Why Diversity Matters
Considering that most nonprofits serve a wide range of constituents, your board needs to reflect the population you serve. Conversations spark in new ways when you have a mix of people in the room. You need diversity not only in gender and ethnicity, but in age, perspective, life experience, and professional skills to have rich discussions at the board level that do not result in “group think” or everyone saying “yes” all the time.
Outline and Ask
I find that lots of folks are intimidated to ask people to join their nonprofit board. First and foremost, you want to find people that are aligned to your mission and care about your work. Look first to the people who have already been invested in your work – maybe someone who attended an event, heard you speak, or sat down to have coffee with you. The next step is to outline what you want them to do, even if it’s a one-page outline of expectations that articulate board attendance requirements, fundraising expectations, and job duties you expect them to fulfill. Then ask. Literally, just ask. Finally, get them to sign a board member agreement and a conflict of interest policy (a lawyer can help draft one) that states they are committed to the organization and will avoid any conflicts of interest.
Show Me the Money
Nonprofit boards should help fundraise. Period. Whether through a personal contribution, opening a door to a potential donor, hosting an event, or making the ask themselves – board members should be part of your fundraising efforts. If you go to a major corporation or foundation and they ask you how many of your board members personally give to your organization, the answer should be 100%. Why should anyone else donate if your board does not donate? On top of that, the board has a responsibility to ensure there are adequate financial resources for the organization so finding ways to empower them as fundraisers is critical to the overall success of the organization. Guidestar has some great free resources to help you out here. Keep in mind, it is not the sole job of the board to bring in money, it is a partnership and as a leader you have to empower board members with the tools to help them raise money.

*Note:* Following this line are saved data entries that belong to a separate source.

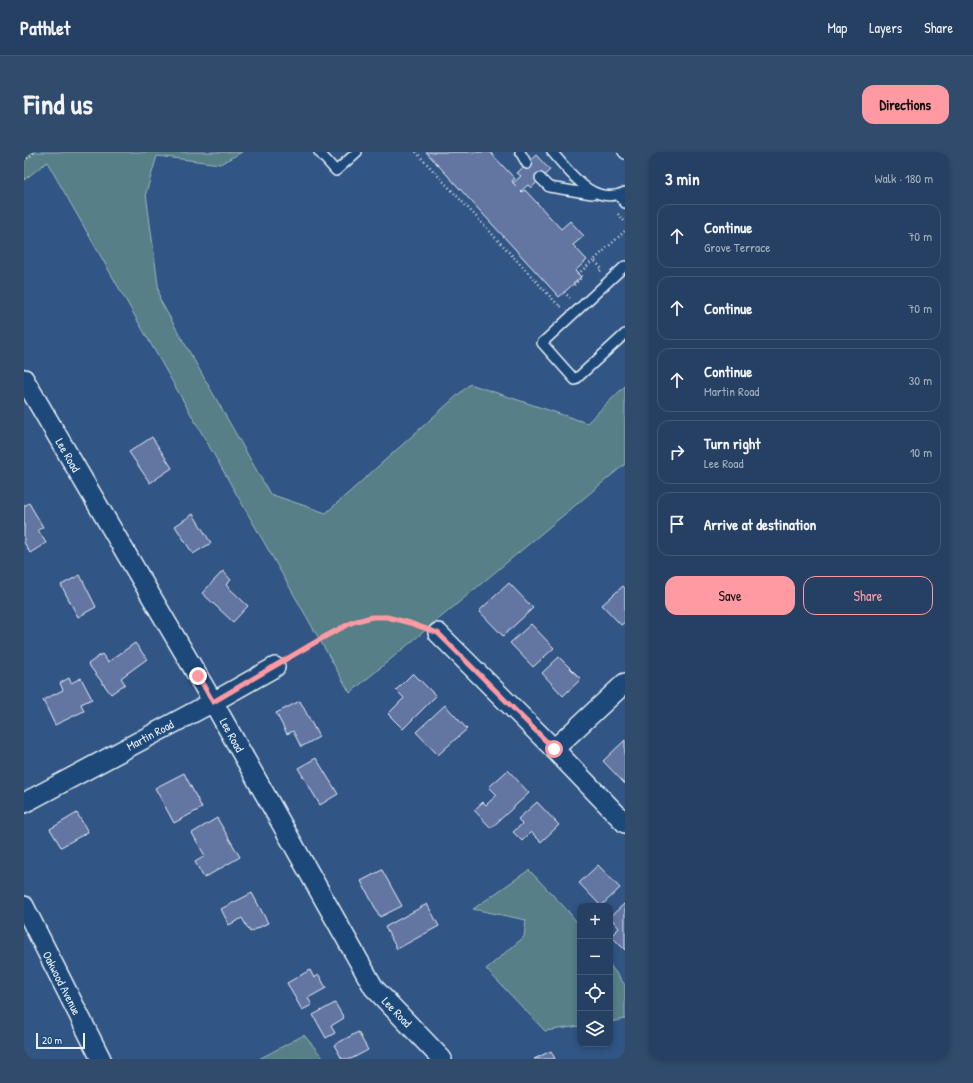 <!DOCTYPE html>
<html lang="en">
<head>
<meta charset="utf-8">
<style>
	:root { --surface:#254063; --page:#314b6c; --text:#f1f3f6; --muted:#a3afbe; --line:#425978; --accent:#ff9aa2 }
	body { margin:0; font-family:"Patrick Hand",sans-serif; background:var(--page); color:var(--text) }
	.controls { position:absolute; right:12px; bottom:12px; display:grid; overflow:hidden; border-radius:8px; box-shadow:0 2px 6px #0003 }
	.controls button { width:36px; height:36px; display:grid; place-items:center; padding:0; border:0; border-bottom:1px solid var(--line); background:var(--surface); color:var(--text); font:20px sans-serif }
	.scale { position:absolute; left:12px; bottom:10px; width:49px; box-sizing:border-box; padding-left:4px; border:2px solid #e8f1f8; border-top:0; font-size:11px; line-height:14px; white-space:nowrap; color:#e8f1f8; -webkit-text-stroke:3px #1f4a7a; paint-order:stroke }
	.stop { position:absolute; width:12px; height:12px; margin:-9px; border:3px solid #ff9aa2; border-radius:50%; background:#fff }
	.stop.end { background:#ff9aa2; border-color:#fff; box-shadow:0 1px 4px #0008 }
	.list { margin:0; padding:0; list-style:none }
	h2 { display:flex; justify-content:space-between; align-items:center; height:52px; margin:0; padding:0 16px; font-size:17px }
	h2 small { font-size:13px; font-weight:400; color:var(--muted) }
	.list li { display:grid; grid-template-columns:26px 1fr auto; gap:12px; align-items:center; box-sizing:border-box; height:64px; margin:0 8px 8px; padding:0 8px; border:1px solid var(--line); border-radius:12px }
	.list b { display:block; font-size:15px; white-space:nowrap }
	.list p { margin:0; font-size:13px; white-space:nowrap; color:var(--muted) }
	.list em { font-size:13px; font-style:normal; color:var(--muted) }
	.actions { display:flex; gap:8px; padding:12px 16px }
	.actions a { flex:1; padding:9px 0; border:1px solid var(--accent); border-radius:12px; text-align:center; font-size:14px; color:var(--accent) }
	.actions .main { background:var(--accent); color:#111 }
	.icon { flex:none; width:22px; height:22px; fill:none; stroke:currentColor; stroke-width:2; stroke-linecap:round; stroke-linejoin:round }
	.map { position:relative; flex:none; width:601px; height:907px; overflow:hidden; border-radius:12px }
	header { display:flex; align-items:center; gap:24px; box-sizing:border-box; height:56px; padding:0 20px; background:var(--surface); border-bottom:1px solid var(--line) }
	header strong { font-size:19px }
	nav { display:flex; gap:22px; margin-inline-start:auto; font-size:14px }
	.intro { display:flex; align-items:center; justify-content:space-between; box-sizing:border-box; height:96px; padding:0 24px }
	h1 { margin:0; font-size:28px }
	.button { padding:10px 18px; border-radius:12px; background:var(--accent); color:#111; font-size:14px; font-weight:700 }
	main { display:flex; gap:24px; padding:0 24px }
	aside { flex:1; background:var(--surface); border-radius:12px; box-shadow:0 2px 6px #0003 }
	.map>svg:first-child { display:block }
	.green { fill:#567f87; stroke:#9fb8c0 }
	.building { fill:#6476a2; stroke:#e8f1f8 }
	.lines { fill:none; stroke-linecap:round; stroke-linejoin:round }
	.service-casing { stroke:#e8f1f8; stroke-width:12 }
	.minor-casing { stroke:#e8f1f8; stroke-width:22 }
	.path { stroke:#e8f1f8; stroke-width:2.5; stroke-dasharray:1 3; stroke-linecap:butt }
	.service { stroke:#1f4a7a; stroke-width:9 }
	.minor { stroke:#1f4a7a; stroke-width:19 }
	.route { stroke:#ff9aa2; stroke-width:5 }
	.labels { text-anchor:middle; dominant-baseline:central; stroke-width:3; stroke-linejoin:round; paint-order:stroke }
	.street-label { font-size:12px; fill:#e8f1f8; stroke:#1f4a7a }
</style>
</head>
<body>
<header>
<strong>Pathlet</strong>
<nav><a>Map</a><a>Layers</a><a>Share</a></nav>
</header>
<div class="intro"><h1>Find us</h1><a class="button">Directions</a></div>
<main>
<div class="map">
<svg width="601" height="907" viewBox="0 0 601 907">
	<rect width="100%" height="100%" fill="#315584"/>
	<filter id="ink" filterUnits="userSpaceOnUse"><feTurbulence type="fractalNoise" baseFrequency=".025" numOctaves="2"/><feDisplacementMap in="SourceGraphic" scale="8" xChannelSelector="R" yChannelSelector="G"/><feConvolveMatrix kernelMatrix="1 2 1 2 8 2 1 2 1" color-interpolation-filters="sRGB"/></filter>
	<g filter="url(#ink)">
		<path class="green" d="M 0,0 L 218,0 L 196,12 L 133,4 L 122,41 L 136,148 L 246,342 L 302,361 L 446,232 L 563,271 L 601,234 L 601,312 L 326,541 L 23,10 L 0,28 Z
			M 505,718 L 543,758 L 556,774 L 556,874 L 521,879 L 462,817 L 500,785 L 502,768 L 449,757 Z
			M 586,813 L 601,833 L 601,867 L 586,870 Z
			M 280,883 L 300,907 L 235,907 Z"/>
		<path class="building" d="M 402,0 L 466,0 L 491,27 L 488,29 L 489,31 L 498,40 L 501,38 L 537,77 L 546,69 L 560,84 L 549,93 L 563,108 L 551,119 L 557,125 L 535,145 Z
			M 512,3 L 526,18 L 507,36 L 504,33 L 497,39 L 489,31 L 497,24 L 493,21 Z
			M 128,285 L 148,316 L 126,331 L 105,300 Z
			M 5,351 L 19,375 L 14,378 L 22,391 L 6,401 L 0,390 L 0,354 Z
			M 169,362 L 187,391 L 169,402 L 151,374 Z
			M 199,419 L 207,428 L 202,433 L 224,454 L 209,470 L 178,441 Z
			M 56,423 L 72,455 L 54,465 L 37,433 Z
			M 485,431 L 509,456 L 479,484 L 455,459 Z
			M 599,434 L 601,436 L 601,470 L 597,473 L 578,453 Z
			M 507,472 L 530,496 L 509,515 L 486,491 Z
			M 111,491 L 123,507 L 97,526 L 101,532 L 87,542 L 64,512 L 78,502 L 84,510 Z
			M 535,505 L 557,527 L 539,544 L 518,521 Z
			M 389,521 L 412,544 L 379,577 L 364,562 L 380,546 L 372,538 Z
			M 45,526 L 47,531 L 57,526 L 68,547 L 57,552 L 60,559 L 31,573 L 19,548 L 39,538 L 36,531 Z
			M 276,549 L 295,585 L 277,595 L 269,579 L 263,582 L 252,561 Z
			M 421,553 L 443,577 L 414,603 L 392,580 Z
			M 601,588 L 601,632 L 579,609 Z
			M 292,606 L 314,642 L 296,653 L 274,616 Z
			M 484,618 L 505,641 L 467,676 L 450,658 L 459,650 L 462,653 L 473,643 L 465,635 Z
			M 160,621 L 178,656 L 150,671 L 131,636 Z
			M 513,650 L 535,673 L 517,690 L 507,680 L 498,689 L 489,680 L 498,672 L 494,667 Z
			M 53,661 L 64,680 L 37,695 L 26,677 Z
			M 193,666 L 216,705 L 180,726 L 171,710 L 181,704 L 168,681 Z
			M 574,713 L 596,736 L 577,754 L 555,731 Z
			M 358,718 L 378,754 L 356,765 L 337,729 Z
			M 228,741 L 244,771 L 226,780 L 218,766 L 205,773 L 197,757 Z
			M 601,751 L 601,798 L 587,784 L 595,776 L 586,765 Z
			M 403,752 L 415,774 L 373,797 L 361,775 Z
			M 286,818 L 290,826 L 295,823 L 302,836 L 284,846 L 288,853 L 278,858 L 263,831 Z
			M 311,851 L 320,866 L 307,874 L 311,881 L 302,886 L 289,863 Z
			M 334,880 L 344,898 L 327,907 L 318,907 L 310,893 Z
			M 527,899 L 531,907 L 510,907 Z"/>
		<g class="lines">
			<defs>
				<path id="service" d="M 295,0 L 312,19 L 333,0
					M 496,0 L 503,12
					M 528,0 C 547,21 569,55 601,40
					M 599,0 L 601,2
					M 516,26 L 525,35 L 568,42
					M 594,43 L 601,51
					M 601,114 L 518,191 L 551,228 L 601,182"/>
				<path id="minor" d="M 0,227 L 189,550 L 350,836 L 418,907
					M 414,481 L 530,597 L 601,671
					M 530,597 L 601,531
					M 0,651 L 189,550 L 251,515
					M 0,754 L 77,907"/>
			</defs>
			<use href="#service" class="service-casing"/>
			<use href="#minor" class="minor-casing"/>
			<path class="path" d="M 392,0 L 536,155 L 539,153
				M 0,9 L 11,0
				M 594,62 L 601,70
				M 576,119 L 578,117 L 570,108 L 601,79
				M 550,133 L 558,125 L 554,122 L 570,108
				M 540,140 L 546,146
				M 265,506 C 292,490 330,461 363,465 C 375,467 387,471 398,476"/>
			<use href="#service" class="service"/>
			<use href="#minor" class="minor"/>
		</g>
	</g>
	<g class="lines" filter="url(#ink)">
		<path class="route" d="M 174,524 L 189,550 L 302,484 L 329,470 L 348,465 L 363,465 L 386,471 L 414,481 L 530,597"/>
	</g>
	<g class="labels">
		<g class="street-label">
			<text transform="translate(44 303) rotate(60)">Lee Road</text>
			<text transform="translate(126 583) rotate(-28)">Martin Road</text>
			<text transform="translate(208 583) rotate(61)">Lee Road</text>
			<text transform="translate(38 831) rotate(63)">Oakwood Avenue</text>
			<text transform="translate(373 860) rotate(46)">Lee Road</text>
		</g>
	</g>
</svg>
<div class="controls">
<button>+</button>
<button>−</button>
<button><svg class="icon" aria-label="locate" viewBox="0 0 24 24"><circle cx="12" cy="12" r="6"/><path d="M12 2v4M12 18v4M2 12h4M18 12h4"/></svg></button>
<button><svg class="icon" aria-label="layers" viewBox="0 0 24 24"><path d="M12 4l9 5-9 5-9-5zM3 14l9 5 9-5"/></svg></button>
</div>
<div class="scale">20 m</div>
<div class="stop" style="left:530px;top:597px"></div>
<div class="stop end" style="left:174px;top:524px"></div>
</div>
<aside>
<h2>3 min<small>Walk · 180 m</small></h2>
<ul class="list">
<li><svg class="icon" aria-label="ahead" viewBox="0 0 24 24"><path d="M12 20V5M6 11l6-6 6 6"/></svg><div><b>Continue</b><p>Grove Terrace</p></div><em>70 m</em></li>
<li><svg class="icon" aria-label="ahead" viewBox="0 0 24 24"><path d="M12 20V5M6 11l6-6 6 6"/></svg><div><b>Continue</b></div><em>70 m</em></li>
<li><svg class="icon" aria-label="ahead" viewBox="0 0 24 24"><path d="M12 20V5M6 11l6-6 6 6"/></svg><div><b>Continue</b><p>Martin Road</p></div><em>30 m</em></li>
<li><svg class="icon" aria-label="right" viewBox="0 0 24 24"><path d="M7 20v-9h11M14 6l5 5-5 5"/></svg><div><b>Turn right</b><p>Lee Road</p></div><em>10 m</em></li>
<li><svg class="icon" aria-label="arrive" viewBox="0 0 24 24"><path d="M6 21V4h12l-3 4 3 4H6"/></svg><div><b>Arrive at destination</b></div></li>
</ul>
<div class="actions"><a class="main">Save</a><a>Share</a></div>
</aside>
</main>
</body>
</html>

Align your board with the culture of the organization, and keep board members inspired by the big vision. It is hard enough to run a nonprofit organization – you don’t need a board that slows you down for the wrong reasons. A good board asks hard questions, challenges assumptions, and ensures that the path you are going down is one that furthers the mission and prioritizes financial stability. I love finding board members who challenge the organization to go bigger while providing critical feedback on how to do it sustainably. You want board members that support your vision for growth and help you get to the next level.
In short, figure out what big vision you are going after. Get aspirational about your wish list of potential board members, set clear expectations and ask. You never know what incredible impact a collaborative and dedicated nonprofit board can have.